▸ **WORK REQUIRED**
Check each line of the entries below for the word "position", and copy out the ones that have it.

▸ **DATA IN THIS EXERCISE**

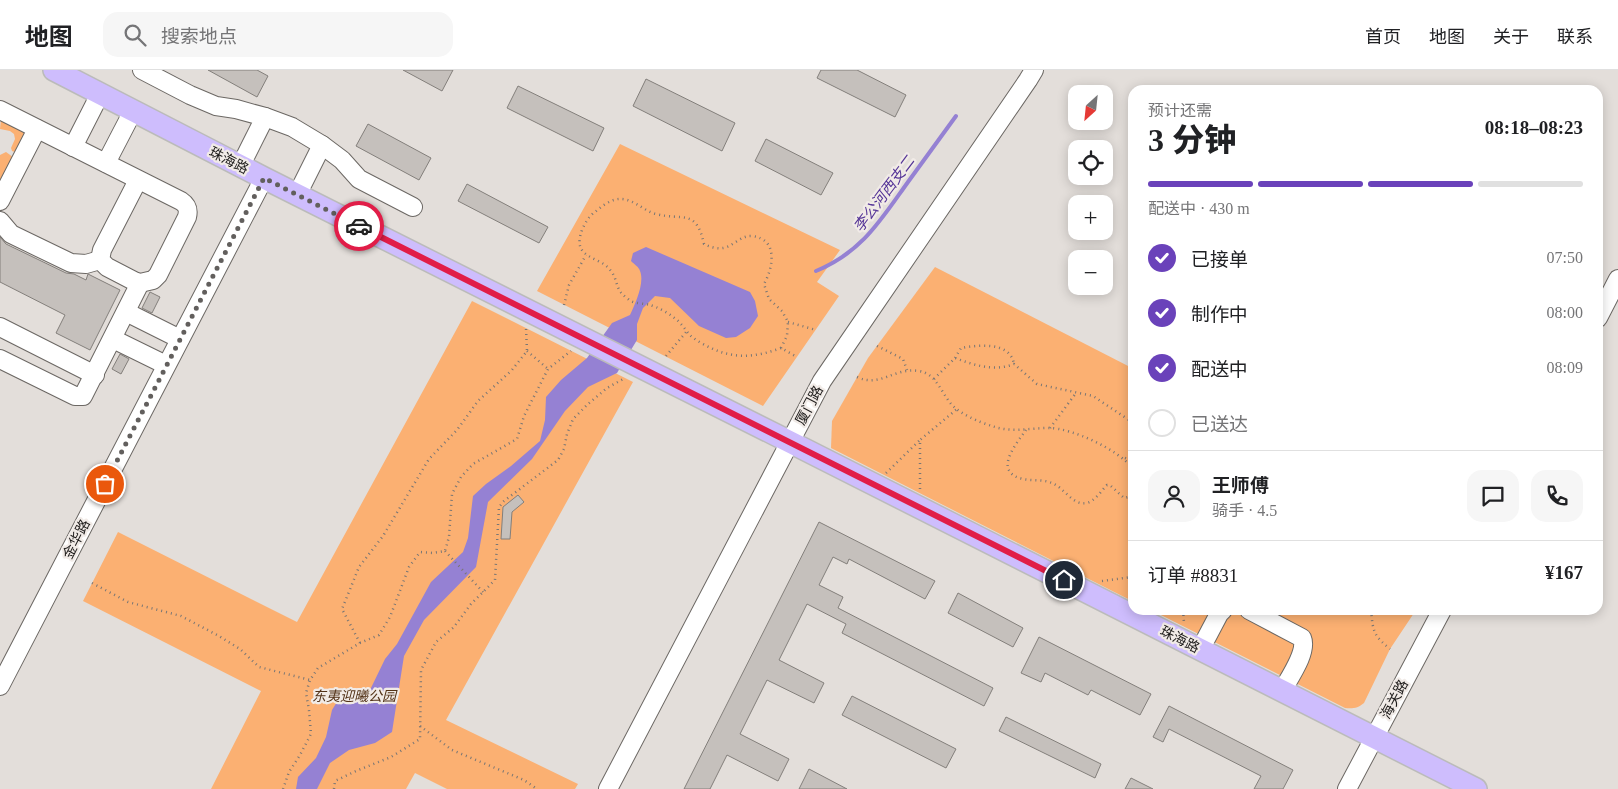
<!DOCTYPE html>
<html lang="zh">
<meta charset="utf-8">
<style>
body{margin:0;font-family:"Times New Roman","Noto Sans SC",serif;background:#f6f6f6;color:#202124;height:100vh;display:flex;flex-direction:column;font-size:19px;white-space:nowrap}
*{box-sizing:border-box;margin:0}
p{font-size:16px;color:#757577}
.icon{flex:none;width:28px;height:28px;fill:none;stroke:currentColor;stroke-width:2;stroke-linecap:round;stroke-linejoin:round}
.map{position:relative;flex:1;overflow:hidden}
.drawer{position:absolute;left:1128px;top:15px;width:475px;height:530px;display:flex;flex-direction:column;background:#fff;border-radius:15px;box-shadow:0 2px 12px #0003}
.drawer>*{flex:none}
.needle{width:32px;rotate:207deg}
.fabs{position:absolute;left:1068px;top:15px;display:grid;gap:10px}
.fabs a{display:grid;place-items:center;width:45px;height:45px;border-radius:10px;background:#fff;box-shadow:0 2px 12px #0003;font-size:25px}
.pin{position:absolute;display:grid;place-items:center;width:42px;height:42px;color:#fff;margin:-21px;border:2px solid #fff;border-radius:50%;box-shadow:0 1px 5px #0007}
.courier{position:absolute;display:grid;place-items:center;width:50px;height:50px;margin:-25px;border:4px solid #e11d48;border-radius:50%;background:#fff;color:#222;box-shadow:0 1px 6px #0007}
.head em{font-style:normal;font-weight:800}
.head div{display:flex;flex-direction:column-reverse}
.head{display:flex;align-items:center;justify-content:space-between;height:85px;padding:0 20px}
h1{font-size:32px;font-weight:800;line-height:38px}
.bar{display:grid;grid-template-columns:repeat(4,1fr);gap:8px 5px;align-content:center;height:60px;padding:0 20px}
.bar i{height:6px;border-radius:4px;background:#e0e0e0}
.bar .current{background:#6a42ba}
.bar p{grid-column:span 4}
.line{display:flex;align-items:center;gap:12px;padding:0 20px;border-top:1px solid #e0e0e0}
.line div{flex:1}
.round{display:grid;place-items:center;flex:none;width:52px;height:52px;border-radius:15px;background:#f6f6f6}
ol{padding:0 20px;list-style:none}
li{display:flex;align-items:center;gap:15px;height:55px}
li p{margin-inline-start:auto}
li .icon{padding:5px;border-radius:50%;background:#6a42ba;color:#fff;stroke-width:4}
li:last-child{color:#757577}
li i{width:28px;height:28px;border:2px solid #e0e0e0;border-radius:50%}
header{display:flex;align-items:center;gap:30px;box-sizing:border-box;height:70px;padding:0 25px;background:#fff;border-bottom:1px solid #e0e0e0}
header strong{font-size:24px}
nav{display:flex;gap:28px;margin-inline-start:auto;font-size:18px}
.search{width:350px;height:45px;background:#f6f6f6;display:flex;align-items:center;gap:12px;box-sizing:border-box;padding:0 18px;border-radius:15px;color:#757577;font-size:19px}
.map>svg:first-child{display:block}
.green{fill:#fbb072}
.water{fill:#9581d3}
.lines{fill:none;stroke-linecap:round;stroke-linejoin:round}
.stream{stroke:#9581d3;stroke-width:4}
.building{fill:#c5c0bc;stroke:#837f7b}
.minor-casing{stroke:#6c6864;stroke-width:20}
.major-casing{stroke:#bbbbba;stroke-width:24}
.path{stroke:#797674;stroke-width:2.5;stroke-dasharray:1 4;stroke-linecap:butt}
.minor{stroke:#fff;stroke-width:18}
.major{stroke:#cebdfd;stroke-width:21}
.done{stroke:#625f5d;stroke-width:5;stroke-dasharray:0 9}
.route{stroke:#e11d48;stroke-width:6}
.labels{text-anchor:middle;stroke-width:4.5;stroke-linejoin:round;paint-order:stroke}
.street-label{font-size:14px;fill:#1d1b1a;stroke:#f1ebe7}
.park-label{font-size:14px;font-style:italic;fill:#523217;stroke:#f1ebe7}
.water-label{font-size:15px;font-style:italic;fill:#553597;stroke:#f1ebe7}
</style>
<header>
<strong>地图</strong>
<div class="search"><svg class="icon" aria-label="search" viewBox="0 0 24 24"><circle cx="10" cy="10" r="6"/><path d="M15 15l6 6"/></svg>搜索地点</div>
<nav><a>首页</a><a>地图</a><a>关于</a><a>联系</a></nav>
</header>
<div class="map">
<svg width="1618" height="719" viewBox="0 0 1618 719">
<rect width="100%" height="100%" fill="#e3deda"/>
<g class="green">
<polygon points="1,49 26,61 27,65 17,83 12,81 11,78 15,69 14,64 10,61 0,59"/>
<polygon points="620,74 840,180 817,212 839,226 763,336 537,221"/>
<polygon points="6,82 13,87 0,120 0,85"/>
<polygon points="935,197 1132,298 1132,531 831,378 832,351 868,288"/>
<polygon points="472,231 633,312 446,650 578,714 575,719 447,719 415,703 406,719 211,719 261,621 83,531 118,462 297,552"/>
<path d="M1151,540H1416L1390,579L1364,633C1358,638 1353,639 1345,638Z"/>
</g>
<path class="water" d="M646,177L750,222L755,231L758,246L750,258L736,267L726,268L699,256L670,228L655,226L643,238L637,254V270L617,303L588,317L565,341L532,389L488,432L476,497L424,550L404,586L392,662L375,673L349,680L330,693L317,719H296L298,707L316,688L326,667L332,640L342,624H355L370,620L385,589L397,574L431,512L463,482L468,468L473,426L486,414L511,396L540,371L545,350L546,327L561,310L587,288L612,253L630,245C635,234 645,213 640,201C639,197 634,194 631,191L633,183Z"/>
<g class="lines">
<path class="stream" d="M816,201C862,182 880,151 908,112C924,90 940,68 956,46"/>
</g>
<g class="building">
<polygon points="208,0 257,0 268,6 257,27"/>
<polygon points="403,0 453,0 442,21"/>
<polygon points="821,0 857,0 906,25 895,47 817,8"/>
<polygon points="646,9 735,53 722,81 633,36"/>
<polygon points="518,16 604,58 593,81 507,38"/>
<polygon points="368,54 431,88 419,110 356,76"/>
<polygon points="766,69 833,103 821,125 755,91"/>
<polygon points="467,114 548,157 539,173 458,131"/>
<polygon points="0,167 6,174 66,203 74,204 86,210 88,204 120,220 90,280 56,263 65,245 0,212"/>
<polygon points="150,222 160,227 152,243 142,238"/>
<polygon points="120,284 129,289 121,304 112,299"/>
<polygon points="518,425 524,432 512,442 510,469 501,469 503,437"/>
<polygon points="819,452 935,511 925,529 849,489 847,494 833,487 819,515 843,527 838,538 993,618 984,636 842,563 846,554 807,534 779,590 824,613 814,633 767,610 740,664 789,689 778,711 727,685 710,719 684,719"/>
<polygon points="958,523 1023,558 1013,577 948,543"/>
<polygon points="1039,567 1151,624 1140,645 1091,620 1088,625 1045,603 1041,612 1021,603"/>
<polygon points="852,626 956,679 946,698 842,645"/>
<polygon points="1169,636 1293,700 1283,719 1254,719 1261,706 1169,659 1163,672 1153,667"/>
<polygon points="1006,647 1101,694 1095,708 999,661"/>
<polygon points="809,699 847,719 799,719"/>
<polygon points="1131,708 1153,719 1125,719"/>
</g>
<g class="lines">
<g class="minor-casing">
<g id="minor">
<polyline points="142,0 190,25 216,36 236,39 265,47 292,57 322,75 342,90 359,109 413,137"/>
<path d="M0,40L181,131C187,135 189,139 187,147L158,205L153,210L140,213L134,211L107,197L100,190L102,180L138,110"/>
<polyline points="73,77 100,24"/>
<polyline points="106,93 133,41"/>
<polyline points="240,97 265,47"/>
<polyline points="297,125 322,75"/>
<polyline points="0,131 37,59"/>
<polyline points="0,151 11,164 71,193 86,194 100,190"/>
<polyline points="126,242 180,269"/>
<polyline points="1598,248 1618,209"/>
<polyline points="0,257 95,305"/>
<polyline points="113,269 166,295"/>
<polyline points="0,289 75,326 83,326 140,213"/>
<path d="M1249,540L1302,568C1308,582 1289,608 1282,621"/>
<polyline points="1200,580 1219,544 1223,540"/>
<polyline points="0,616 264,108"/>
<polyline points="608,719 822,311 1028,10 1034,0"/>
<polyline points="1347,719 1442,540"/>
</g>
</g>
<g class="major-casing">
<polyline id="major" points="54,0 264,108 790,372 1476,719"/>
</g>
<g class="path">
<polyline points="564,235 569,215 586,185"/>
<polyline points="788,252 816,260"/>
<polyline points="877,276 903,289 907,300"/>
<path d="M781,278L787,266L788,252L782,241L769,229L764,214C773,198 779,169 752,166C741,165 734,176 723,178C717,179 710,177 704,174C696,138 683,151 656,144C644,141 635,130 622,129C612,128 602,136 595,142C589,146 585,153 582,160C571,190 600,185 611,201C619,212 614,219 628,229C633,234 643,233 650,235C657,237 667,242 673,247C681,252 685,260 691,266C698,272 710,278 718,281C739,289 760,286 781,278L797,287"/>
<polyline points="527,281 548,299"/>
<polyline points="666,286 687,261"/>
<path d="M955,288L961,278C978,275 1010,271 1014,294"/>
<path d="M857,307C881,318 894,297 919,301C937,304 941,323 952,335C962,345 979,352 992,356C1011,363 1029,358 1049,358C1072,358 1119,380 1132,398"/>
<path d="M934,309L955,288C974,295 994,302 1014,294L1037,314L1093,326L1132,352"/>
<polyline points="1050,358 1076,323"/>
<path d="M1026,360C1016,374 992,402 1023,409C1033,411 1045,409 1054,414C1065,419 1073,436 1087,433C1096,430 1101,421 1107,415L1111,416L1124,428L1132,426"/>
<polyline points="1125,388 1132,391"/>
<polyline points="886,403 920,370"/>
<polyline points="920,419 920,370 957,339"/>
<polyline points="445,481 483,522"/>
<polyline points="1102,511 1132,507"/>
<polyline points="92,513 128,532 181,546 219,566 240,579 259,597 310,610"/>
<polyline points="1183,540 1184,553"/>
<path d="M1371,540C1373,561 1373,565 1390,579"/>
<polyline points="360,573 342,539 359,497 383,466 429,389 457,360 478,331 512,300 527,281 526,258"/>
<polyline points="420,656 452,680 524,710 537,719"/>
<polyline points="283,719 289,702 300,685 311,664 309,640 306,623 310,610 318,598 360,573 379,565 390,547 409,497 420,482 433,483 445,481 449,467 452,424 461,407 473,394 517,369 524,346 548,299 571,281"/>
<polyline points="334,719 335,711 356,701 391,687 420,669 421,600 436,572 454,557 471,534 495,510 499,437 504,431 558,390 564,379 567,364 573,349 588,334 607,318 625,308"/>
</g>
<use href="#minor" class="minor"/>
<use href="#major" class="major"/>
</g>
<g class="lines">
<polyline class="done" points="105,414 264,108 359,156"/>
<polyline class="route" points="359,156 1064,510"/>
</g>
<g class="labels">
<g class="street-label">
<text transform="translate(229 90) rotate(27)" y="5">珠海路</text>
<text transform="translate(809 335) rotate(-62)" y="5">厦门路</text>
<text transform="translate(76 469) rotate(-63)" y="5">金华路</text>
<text transform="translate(1180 569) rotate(27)" y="5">珠海路</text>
<text transform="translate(1394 629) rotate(-62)" y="5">海关路</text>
</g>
<g class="park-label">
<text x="354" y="631">东夷迎曦公园</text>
</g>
<g class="water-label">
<text transform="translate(884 124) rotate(-53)" y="5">李公河西支二</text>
</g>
</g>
</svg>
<div class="fabs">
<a><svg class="needle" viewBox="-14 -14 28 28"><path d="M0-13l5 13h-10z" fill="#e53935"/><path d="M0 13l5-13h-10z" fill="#757577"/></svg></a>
<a><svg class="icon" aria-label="locate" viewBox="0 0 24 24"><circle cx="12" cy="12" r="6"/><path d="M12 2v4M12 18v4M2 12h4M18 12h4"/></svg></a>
<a>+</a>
<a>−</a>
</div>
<div class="pin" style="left:105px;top:414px;background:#ea580c"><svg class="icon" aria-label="bag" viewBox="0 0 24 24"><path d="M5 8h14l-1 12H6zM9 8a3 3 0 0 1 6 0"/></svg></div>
<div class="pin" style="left:1064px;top:510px;background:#1f2937"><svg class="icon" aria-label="home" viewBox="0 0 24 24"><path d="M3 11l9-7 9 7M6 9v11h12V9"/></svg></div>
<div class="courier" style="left:359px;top:156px"><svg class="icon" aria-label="car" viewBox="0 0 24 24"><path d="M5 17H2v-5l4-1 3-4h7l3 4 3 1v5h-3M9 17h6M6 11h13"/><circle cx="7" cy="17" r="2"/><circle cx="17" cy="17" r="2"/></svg></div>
<section class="drawer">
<div class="head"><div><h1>3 分钟</h1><p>预计还需</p></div><em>08:18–08:23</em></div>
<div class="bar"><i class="current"></i><i class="current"></i><i class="current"></i><i></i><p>配送中 · 430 m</p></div>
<ol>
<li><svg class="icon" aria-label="check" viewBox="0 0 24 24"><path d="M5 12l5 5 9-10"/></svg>已接单<p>07:50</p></li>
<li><svg class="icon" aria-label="check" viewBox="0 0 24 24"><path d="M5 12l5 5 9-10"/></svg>制作中<p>08:00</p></li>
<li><svg class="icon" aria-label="check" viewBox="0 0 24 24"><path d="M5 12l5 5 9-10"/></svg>配送中<p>08:09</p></li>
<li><i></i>已送达</li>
</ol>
<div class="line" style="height:90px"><a class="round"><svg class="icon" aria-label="person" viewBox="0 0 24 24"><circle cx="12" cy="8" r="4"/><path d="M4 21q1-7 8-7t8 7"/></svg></a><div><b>王师傅</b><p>骑手 · 4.5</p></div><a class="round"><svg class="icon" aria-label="chat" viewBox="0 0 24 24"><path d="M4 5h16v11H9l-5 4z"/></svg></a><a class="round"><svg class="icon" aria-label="phone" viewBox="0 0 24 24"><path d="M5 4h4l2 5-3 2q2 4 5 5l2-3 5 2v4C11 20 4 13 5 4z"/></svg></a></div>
<div class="line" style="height:65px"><div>订单 #8831</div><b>¥167</b></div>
</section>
</div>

▸ **EXERCISE RESPONSE**
.map{position:relative;flex:1;overflow:hidden}
.drawer{position:absolute;left:1128px;top:15px;width:475px;height:530px;display:flex;flex-direction:column;background:#fff;border-radius:15px;box-shadow:0 2px 12px #0003}
.fabs{position:absolute;left:1068px;top:15px;display:grid;gap:10px}
.pin{position:absolute;display:grid;place-items:center;width:42px;height:42px;color:#fff;margin:-21px;border:2px solid #fff;border-radius:50%;box-shadow:0 1px 5px #0007}
.courier{position:absolute;display:grid;place-items:center;width:50px;height:50px;margin:-25px;border:4px solid #e11d48;border-radius:50%;background:#fff;color:#222;box-shadow:0 1px 6px #0007}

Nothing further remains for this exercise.